Jetzt ließe sich sagen: OK, dann gehen wir eben den Weg der spezialisierten Sozialen Arbeit.
Wie oft habe ich den Wunsch gehört, endlich einmal spezialisierte Studiengänge für die Soziale Arbeit anzubieten! Und inzwischen gibt es auch (Gott sei Dank nur ein paar wenige) Studiengänge dieser Art, bspw. in Richtung der Arbeit mit Kindern und Jugendlichen oder auch in Richtung sozialer Gerontologie.
Immer noch komplex!
Das dahinter liegende Problem ist jedoch, dass sich die Probleme, also die von Kleve benannten Ambivalenzen durch die Spezialisierung nicht auflösen. Es wird dadurch nur die Gefahr der Deprofessionalisierung hinzu kommen, oder anders gesagt:
Warum sollte ich sieben Semester Soziale Arbeit studieren, wenn mir das Wissen und Können für den Bereich der Schulsozialarbeit auch – fokussiert – in vier Semestern vermittelt werden kann? Warum sollte man daraus dann nicht besser eine Ausbildung für Erzieherinnen machen?
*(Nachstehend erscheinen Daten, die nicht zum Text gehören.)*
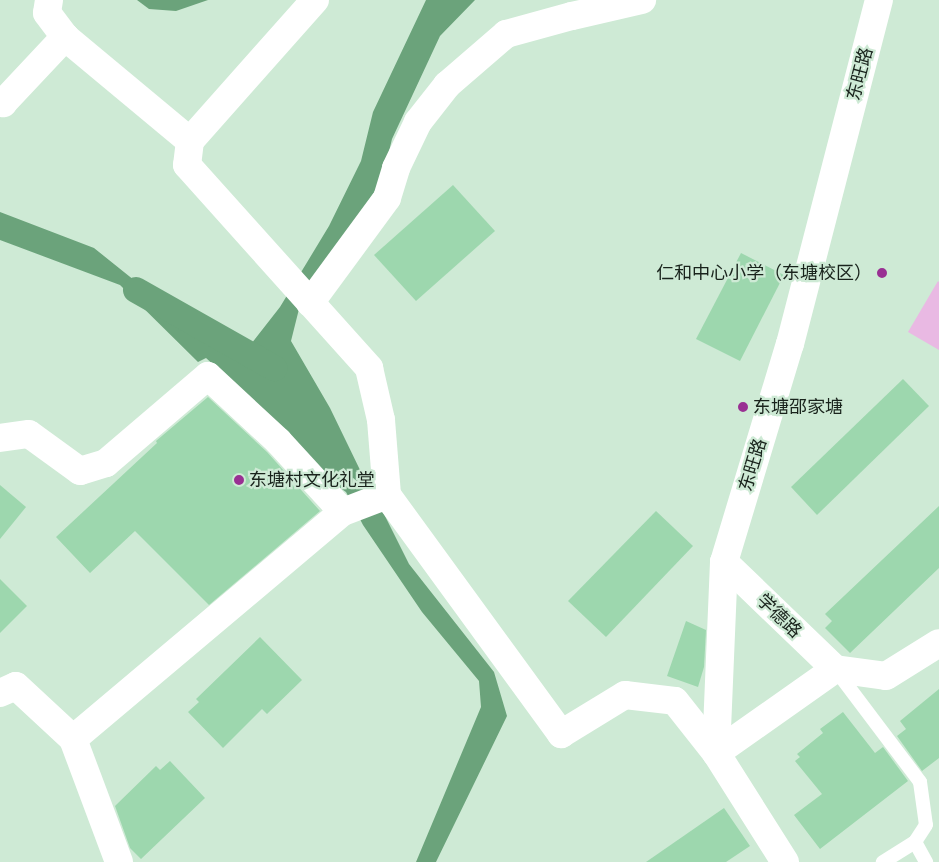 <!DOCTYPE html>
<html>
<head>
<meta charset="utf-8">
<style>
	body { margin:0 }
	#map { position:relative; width:939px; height:862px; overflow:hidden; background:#ceead5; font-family:Figtree,"Noto Sans SC",sans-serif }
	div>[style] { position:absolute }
	.green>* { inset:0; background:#e9b9e3 }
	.water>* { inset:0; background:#6ba37b }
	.canal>* { height:26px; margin:-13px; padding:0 13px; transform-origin:13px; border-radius:13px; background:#6ba37b }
	.building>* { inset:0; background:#9dd7ae }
	.service>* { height:14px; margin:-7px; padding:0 7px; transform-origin:7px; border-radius:7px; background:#fff }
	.minor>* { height:28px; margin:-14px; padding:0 14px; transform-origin:14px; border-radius:14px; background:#fff }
	.tertiary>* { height:28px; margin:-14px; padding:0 14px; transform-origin:14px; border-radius:14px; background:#fff }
	.dots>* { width:14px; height:14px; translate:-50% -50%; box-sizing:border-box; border:2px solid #ceead5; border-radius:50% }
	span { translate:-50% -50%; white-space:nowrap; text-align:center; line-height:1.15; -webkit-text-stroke:4.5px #ceead5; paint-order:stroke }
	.street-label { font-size:18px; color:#19231c }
	.poi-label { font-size:18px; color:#19231c }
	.right { translate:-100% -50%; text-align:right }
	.left { translate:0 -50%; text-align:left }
</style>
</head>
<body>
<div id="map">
	<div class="green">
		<div style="clip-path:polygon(938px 281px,939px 282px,939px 350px,908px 332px)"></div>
	</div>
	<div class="water">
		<div style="clip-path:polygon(137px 0,208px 0,176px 11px,149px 9px)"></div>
		<div style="clip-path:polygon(426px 0,475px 0,440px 36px,392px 139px,382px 181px,301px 301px,291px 341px,330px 408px,361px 472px,361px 487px,384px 514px,409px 564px,494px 672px,507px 716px,436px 862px,416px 862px,481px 707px,479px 681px,422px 612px,363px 525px,346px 492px,326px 478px,281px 426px,206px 358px,198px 362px,120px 285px,0 240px,0 212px,94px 248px,205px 337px,234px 351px,248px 348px,280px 307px,329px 226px,361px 161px,373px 112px)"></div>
	</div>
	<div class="canal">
		<div style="left:136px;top:290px;width:159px;rotate:29.5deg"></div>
	</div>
	<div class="building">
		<div style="clip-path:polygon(453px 185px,495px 231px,416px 301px,374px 255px)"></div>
		<div style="clip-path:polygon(741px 253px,784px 275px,740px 361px,696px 339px)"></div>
		<div style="clip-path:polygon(903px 379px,929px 406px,817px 515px,791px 487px)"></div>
		<div style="clip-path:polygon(208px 397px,267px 452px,320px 511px,209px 605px,135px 531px,90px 573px,56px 537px,157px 443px,156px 441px)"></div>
		<div style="clip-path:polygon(0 485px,26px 507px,0 539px)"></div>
		<div style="clip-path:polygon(939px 506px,939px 568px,850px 653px,825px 628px,832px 621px,825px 614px)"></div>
		<div style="clip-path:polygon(656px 511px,693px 546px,606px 637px,568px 601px)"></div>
		<div style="clip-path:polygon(0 579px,27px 606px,0 633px)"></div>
		<div style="clip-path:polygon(686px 621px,706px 630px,704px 667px,698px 687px,667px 676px)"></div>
		<div style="clip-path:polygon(260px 637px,302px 680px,267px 714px,262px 709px,223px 748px,188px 712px,199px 702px,196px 699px)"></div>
		<div style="clip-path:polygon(939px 689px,939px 758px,922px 771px,897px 736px,906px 729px,900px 721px)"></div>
		<div style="clip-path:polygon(843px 712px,875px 753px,883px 747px,908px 781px,820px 849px,794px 815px,822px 794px,795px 761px,800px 757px,797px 754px,823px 733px,820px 729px)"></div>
		<div style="clip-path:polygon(170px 761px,205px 798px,141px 859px,130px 848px,115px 806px,156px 766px,160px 770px)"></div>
		<div style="clip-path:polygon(724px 808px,750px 846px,726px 862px,646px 862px)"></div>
	</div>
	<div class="service">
		<div style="left:835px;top:669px;width:141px;rotate:53deg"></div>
		<div style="left:920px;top:782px;width:43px;rotate:82.1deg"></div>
		<div style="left:926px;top:825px;width:20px;rotate:123deg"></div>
		<div style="left:915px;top:842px;width:38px;rotate:148deg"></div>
		<div style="left:915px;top:842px;width:23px;rotate:61deg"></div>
	</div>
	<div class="minor">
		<div style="left:49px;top:0;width:13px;rotate:99deg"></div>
		<div style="left:47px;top:13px;width:30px;rotate:53deg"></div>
		<div style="left:65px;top:37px;width:163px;rotate:39.8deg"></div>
		<div style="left:315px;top:0;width:188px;rotate:131.6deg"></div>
		<div style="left:190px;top:141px;width:24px;rotate:97deg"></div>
		<div style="left:187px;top:165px;width:273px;rotate:48.1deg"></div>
		<div style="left:369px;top:368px;width:53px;rotate:77deg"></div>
		<div style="left:381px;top:420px;width:75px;rotate:85.4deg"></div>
		<div style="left:387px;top:495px;width:296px;rotate:53.9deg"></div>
		<div style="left:561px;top:734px;width:75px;rotate:-31.4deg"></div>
		<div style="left:625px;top:695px;width:50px;rotate:6.8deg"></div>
		<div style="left:675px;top:701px;width:66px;rotate:51.7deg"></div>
		<div style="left:716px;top:753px;width:146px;rotate:-35.2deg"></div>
		<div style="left:0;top:101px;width:4px;rotate:34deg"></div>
		<div style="left:3px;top:103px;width:91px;rotate:-46.8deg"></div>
		<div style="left:310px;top:303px;width:130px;rotate:-53.7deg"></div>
		<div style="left:387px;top:198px;width:31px;rotate:-73deg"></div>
		<div style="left:396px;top:168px;width:51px;rotate:-64.4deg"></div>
		<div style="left:418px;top:122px;width:47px;rotate:-51.9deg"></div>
		<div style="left:447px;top:85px;width:78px;rotate:-40.8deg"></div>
		<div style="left:506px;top:34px;width:68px;rotate:-15.3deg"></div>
		<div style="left:572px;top:16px;width:72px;rotate:-12.9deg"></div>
		<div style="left:0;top:438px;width:29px;rotate:-8deg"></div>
		<div style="left:29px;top:434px;width:63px;rotate:36deg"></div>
		<div style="left:80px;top:471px;width:27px;rotate:-17deg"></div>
		<div style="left:106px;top:463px;width:134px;rotate:-40.5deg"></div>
		<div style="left:208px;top:376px;width:96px;rotate:42.9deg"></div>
		<div style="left:278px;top:441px;width:96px;rotate:47.5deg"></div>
		<div style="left:724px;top:562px;width:154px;rotate:43.9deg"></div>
		<div style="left:835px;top:669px;width:51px;rotate:7.8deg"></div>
		<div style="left:886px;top:676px;width:62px;rotate:-31.9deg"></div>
		<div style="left:0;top:693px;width:17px;rotate:-24deg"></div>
		<div style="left:16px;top:686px;width:78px;rotate:42.9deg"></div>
		<div style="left:119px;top:862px;width:131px;rotate:-110.5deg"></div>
		<div style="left:73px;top:739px;width:353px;rotate:-40.1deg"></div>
		<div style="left:343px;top:512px;width:47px;rotate:-21.1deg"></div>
	</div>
	<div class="tertiary">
		<div style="left:785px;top:862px;width:129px;rotate:-122.3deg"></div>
		<div style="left:716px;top:753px;width:191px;rotate:-87.6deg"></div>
		<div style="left:724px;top:562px;width:228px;rotate:-73.2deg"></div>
		<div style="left:790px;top:344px;width:355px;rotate:-75.5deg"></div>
	</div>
	<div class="dots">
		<div style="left:882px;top:273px;background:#993093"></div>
		<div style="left:743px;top:407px;background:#993093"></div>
		<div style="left:239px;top:480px;background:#993093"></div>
	</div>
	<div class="street-label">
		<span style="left:860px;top:74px;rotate:-75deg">东旺路</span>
		<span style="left:753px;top:465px;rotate:-73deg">东旺路</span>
		<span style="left:779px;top:616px;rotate:44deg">学德路</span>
	</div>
	<div class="poi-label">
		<span class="right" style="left:872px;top:273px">仁和中心小学（东塘校区）</span>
		<span class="left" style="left:753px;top:407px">东塘邵家塘</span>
		<span class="left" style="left:249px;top:480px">东塘村文化礼堂</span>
	</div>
</div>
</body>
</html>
Kostet weniger, geht deutlich schneller und diese festgefahrene Berufsidentität gibt es noch gratis oben drauf!
Das Ganze ließe sich jetzt natürlich noch vertiefen, begründen, belegen etc. Das überfordert aber einen Blogbeitrag.
Reduzierung von Komplexität ist sinnlos!
Ich will damit eigentlich nur das sagen, dass es keinen Sinn macht, einen Versuch der Reduzierung von Komplexität in Bezug auf Soziale Arbeit anzustellen, nur um dadurch zu einer vermeintlich größeren Handlungssicherheit zu gelangen.
Vielmehr sollten wir damit beginnen die Uneindeutigkeiten, Ambivalenzlastigkeiten und paradoxalen Grundstrukturen Sozialer Arbeit anzunehmen.
Die gerade in diesen Widersprüchen und Paradoxien liegenden Freiheiten sind enorm. Wir müssen sie „nur“ aushalten.
Mit der Komplexität Sozialer Arbeit, mit der Ambivalenz geht übrigens einher, dass Soziale Arbeit oftmals keine einfachen Antworten geben kann. Dies ist ebenfalls auszuhalten, auch wenn einfache Antworten auf komplexe Fragestellungen in der heutigen Zeit unglaublich trendy zu sein scheinen.
New Work und die Freiheit
Wenn man als nächsten Schritt eine Betrachtung des Konzeptes „New Work“ vornimmt, ist ebenfalls auffällig, dass das Thema „Freiheit“ eine enorme Bedeutung einnimmt.
Ein paar Beispiele dazu:
- Harald Schirmer schreibt, dass die neue Freiheit anstrengend ist und Selbstdisziplin erfordert.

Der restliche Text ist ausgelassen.